Segment Start: Exercise materials

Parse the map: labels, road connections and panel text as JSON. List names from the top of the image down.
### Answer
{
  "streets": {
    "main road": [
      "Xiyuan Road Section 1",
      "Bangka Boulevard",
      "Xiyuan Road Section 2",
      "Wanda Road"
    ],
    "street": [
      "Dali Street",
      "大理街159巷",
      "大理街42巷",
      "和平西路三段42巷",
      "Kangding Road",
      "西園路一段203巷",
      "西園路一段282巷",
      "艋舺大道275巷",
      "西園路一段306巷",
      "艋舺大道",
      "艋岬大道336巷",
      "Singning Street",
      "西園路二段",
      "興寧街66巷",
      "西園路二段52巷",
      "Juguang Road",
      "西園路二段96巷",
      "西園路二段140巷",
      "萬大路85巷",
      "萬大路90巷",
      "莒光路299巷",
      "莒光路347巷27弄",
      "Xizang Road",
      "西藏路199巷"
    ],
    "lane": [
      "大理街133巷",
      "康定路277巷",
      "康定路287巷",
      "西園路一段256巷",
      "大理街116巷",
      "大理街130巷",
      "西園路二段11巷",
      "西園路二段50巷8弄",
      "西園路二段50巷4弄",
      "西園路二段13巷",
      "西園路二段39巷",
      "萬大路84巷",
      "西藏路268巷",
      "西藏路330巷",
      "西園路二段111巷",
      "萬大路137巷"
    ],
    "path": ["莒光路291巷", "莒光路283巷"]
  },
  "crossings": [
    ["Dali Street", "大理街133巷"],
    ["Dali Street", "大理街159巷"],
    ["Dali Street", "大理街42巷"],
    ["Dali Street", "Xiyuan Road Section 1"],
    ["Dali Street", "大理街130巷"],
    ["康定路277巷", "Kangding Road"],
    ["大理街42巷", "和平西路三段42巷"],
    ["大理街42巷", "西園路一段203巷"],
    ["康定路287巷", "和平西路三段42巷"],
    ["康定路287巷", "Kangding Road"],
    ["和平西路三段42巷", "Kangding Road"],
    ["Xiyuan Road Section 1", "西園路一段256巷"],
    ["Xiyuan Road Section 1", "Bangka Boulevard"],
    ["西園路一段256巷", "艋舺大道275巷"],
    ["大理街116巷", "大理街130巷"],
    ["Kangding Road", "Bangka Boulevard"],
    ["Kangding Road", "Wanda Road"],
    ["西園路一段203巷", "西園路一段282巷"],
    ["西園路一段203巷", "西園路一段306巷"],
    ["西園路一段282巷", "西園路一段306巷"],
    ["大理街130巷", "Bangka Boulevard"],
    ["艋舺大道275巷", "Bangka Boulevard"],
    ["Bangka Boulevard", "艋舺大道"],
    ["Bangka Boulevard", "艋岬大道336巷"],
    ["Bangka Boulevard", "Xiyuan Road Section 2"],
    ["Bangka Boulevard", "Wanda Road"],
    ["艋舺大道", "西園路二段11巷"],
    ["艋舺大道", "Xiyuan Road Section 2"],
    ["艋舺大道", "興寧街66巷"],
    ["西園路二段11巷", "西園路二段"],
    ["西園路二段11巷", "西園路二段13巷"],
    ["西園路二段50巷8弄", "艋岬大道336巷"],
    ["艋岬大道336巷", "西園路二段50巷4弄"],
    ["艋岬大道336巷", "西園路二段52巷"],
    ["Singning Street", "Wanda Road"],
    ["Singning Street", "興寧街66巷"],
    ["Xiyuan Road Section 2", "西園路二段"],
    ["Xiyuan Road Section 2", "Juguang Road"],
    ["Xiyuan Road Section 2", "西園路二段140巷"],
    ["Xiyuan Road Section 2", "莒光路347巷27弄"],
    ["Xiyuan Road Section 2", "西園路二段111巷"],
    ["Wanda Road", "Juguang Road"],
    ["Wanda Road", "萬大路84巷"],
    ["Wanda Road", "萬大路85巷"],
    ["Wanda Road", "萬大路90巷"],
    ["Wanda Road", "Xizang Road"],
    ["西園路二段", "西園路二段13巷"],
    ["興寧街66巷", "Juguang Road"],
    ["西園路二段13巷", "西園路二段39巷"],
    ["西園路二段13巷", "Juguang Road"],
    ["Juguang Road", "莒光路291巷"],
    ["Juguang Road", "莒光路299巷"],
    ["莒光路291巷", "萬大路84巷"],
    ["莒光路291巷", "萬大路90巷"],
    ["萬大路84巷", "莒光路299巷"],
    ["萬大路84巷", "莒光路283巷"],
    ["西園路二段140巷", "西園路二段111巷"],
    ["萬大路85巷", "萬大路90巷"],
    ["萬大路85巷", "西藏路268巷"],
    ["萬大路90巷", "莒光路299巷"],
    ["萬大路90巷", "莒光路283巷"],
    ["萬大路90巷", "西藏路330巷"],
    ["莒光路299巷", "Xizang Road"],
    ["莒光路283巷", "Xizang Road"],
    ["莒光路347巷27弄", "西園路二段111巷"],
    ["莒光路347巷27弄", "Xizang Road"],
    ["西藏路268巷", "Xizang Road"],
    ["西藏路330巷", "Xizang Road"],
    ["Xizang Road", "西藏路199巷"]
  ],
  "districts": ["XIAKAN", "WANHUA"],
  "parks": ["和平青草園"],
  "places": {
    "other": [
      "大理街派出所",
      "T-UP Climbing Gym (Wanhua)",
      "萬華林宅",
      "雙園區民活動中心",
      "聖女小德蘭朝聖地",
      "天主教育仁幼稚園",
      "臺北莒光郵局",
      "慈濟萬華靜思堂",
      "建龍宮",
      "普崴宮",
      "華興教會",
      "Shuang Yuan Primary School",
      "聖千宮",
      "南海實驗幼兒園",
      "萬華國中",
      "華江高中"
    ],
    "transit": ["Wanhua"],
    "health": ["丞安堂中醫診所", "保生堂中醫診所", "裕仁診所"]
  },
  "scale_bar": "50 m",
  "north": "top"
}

Segment End: Exercise materials

- Your assignment
Print every record above. Keep each one exactly as it is.

- Reply
Parse the map: labels, road connections and panel text as JSON. List names from the top of the image down.
### Answer
{
  "streets": {
    "main road": [
      "Xiyuan Road Section 1",
      "Bangka Boulevard",
      "Xiyuan Road Section 2",
      "Wanda Road"
    ],
    "street": [
      "Dali Street",
      "大理街159巷",
      "大理街42巷",
      "和平西路三段42巷",
      "Kangding Road",
      "西園路一段203巷",
      "西園路一段282巷",
      "艋舺大道275巷",
      "西園路一段306巷",
      "艋舺大道",
      "艋岬大道336巷",
      "Singning Street",
      "西園路二段",
      "興寧街66巷",
      "西園路二段52巷",
      "Juguang Road",
      "西園路二段96巷",
      "西園路二段140巷",
      "萬大路85巷",
      "萬大路90巷",
      "莒光路299巷",
      "莒光路347巷27弄",
      "Xizang Road",
      "西藏路199巷"
    ],
    "lane": [
      "大理街133巷",
      "康定路277巷",
      "康定路287巷",
      "西園路一段256巷",
      "大理街116巷",
      "大理街130巷",
      "西園路二段11巷",
      "西園路二段50巷8弄",
      "西園路二段50巷4弄",
      "西園路二段13巷",
      "西園路二段39巷",
      "萬大路84巷",
      "西藏路268巷",
      "西藏路330巷",
      "西園路二段111巷",
      "萬大路137巷"
    ],
    "path": ["莒光路291巷", "莒光路283巷"]
  },
  "crossings": [
    ["Dali Street", "大理街133巷"],
    ["Dali Street", "大理街159巷"],
    ["Dali Street", "大理街42巷"],
    ["Dali Street", "Xiyuan Road Section 1"],
    ["Dali Street", "大理街130巷"],
    ["康定路277巷", "Kangding Road"],
    ["大理街42巷", "和平西路三段42巷"],
    ["大理街42巷", "西園路一段203巷"],
    ["康定路287巷", "和平西路三段42巷"],
    ["康定路287巷", "Kangding Road"],
    ["和平西路三段42巷", "Kangding Road"],
    ["Xiyuan Road Section 1", "西園路一段256巷"],
    ["Xiyuan Road Section 1", "Bangka Boulevard"],
    ["西園路一段256巷", "艋舺大道275巷"],
    ["大理街116巷", "大理街130巷"],
    ["Kangding Road", "Bangka Boulevard"],
    ["Kangding Road", "Wanda Road"],
    ["西園路一段203巷", "西園路一段282巷"],
    ["西園路一段203巷", "西園路一段306巷"],
    ["西園路一段282巷", "西園路一段306巷"],
    ["大理街130巷", "Bangka Boulevard"],
    ["艋舺大道275巷", "Bangka Boulevard"],
    ["Bangka Boulevard", "艋舺大道"],
    ["Bangka Boulevard", "艋岬大道336巷"],
    ["Bangka Boulevard", "Xiyuan Road Section 2"],
    ["Bangka Boulevard", "Wanda Road"],
    ["艋舺大道", "西園路二段11巷"],
    ["艋舺大道", "Xiyuan Road Section 2"],
    ["艋舺大道", "興寧街66巷"],
    ["西園路二段11巷", "西園路二段"],
    ["西園路二段11巷", "西園路二段13巷"],
    ["西園路二段50巷8弄", "艋岬大道336巷"],
    ["艋岬大道336巷", "西園路二段50巷4弄"],
    ["艋岬大道336巷", "西園路二段52巷"],
    ["Singning Street", "Wanda Road"],
    ["Singning Street", "興寧街66巷"],
    ["Xiyuan Road Section 2", "西園路二段"],
    ["Xiyuan Road Section 2", "Juguang Road"],
    ["Xiyuan Road Section 2", "西園路二段140巷"],
    ["Xiyuan Road Section 2", "莒光路347巷27弄"],
    ["Xiyuan Road Section 2", "西園路二段111巷"],
    ["Wanda Road", "Juguang Road"],
    ["Wanda Road", "萬大路84巷"],
    ["Wanda Road", "萬大路85巷"],
    ["Wanda Road", "萬大路90巷"],
    ["Wanda Road", "Xizang Road"],
    ["西園路二段", "西園路二段13巷"],
    ["興寧街66巷", "Juguang Road"],
    ["西園路二段13巷", "西園路二段39巷"],
    ["西園路二段13巷", "Juguang Road"],
    ["Juguang Road", "莒光路291巷"],
    ["Juguang Road", "莒光路299巷"],
    ["莒光路291巷", "萬大路84巷"],
    ["莒光路291巷", "萬大路90巷"],
    ["萬大路84巷", "莒光路299巷"],
    ["萬大路84巷", "莒光路283巷"],
    ["西園路二段140巷", "西園路二段111巷"],
    ["萬大路85巷", "萬大路90巷"],
    ["萬大路85巷", "西藏路268巷"],
    ["萬大路90巷", "莒光路299巷"],
    ["萬大路90巷", "莒光路283巷"],
    ["萬大路90巷", "西藏路330巷"],
    ["莒光路299巷", "Xizang Road"],
    ["莒光路283巷", "Xizang Road"],
    ["莒光路347巷27弄", "西園路二段111巷"],
    ["莒光路347巷27弄", "Xizang Road"],
    ["西藏路268巷", "Xizang Road"],
    ["西藏路330巷", "Xizang Road"],
    ["Xizang Road", "西藏路199巷"]
  ],
  "districts": ["XIAKAN", "WANHUA"],
  "parks": ["和平青草園"],
  "places": {
    "other": [
      "大理街派出所",
      "T-UP Climbing Gym (Wanhua)",
      "萬華林宅",
      "雙園區民活動中心",
      "聖女小德蘭朝聖地",
      "天主教育仁幼稚園",
      "臺北莒光郵局",
      "慈濟萬華靜思堂",
      "建龍宮",
      "普崴宮",
      "華興教會",
      "Shuang Yuan Primary School",
      "聖千宮",
      "南海實驗幼兒園",
      "萬華國中",
      "華江高中"
    ],
    "transit": ["Wanhua"],
    "health": ["丞安堂中醫診所", "保生堂中醫診所", "裕仁診所"]
  },
  "scale_bar": "50 m",
  "north": "top"
}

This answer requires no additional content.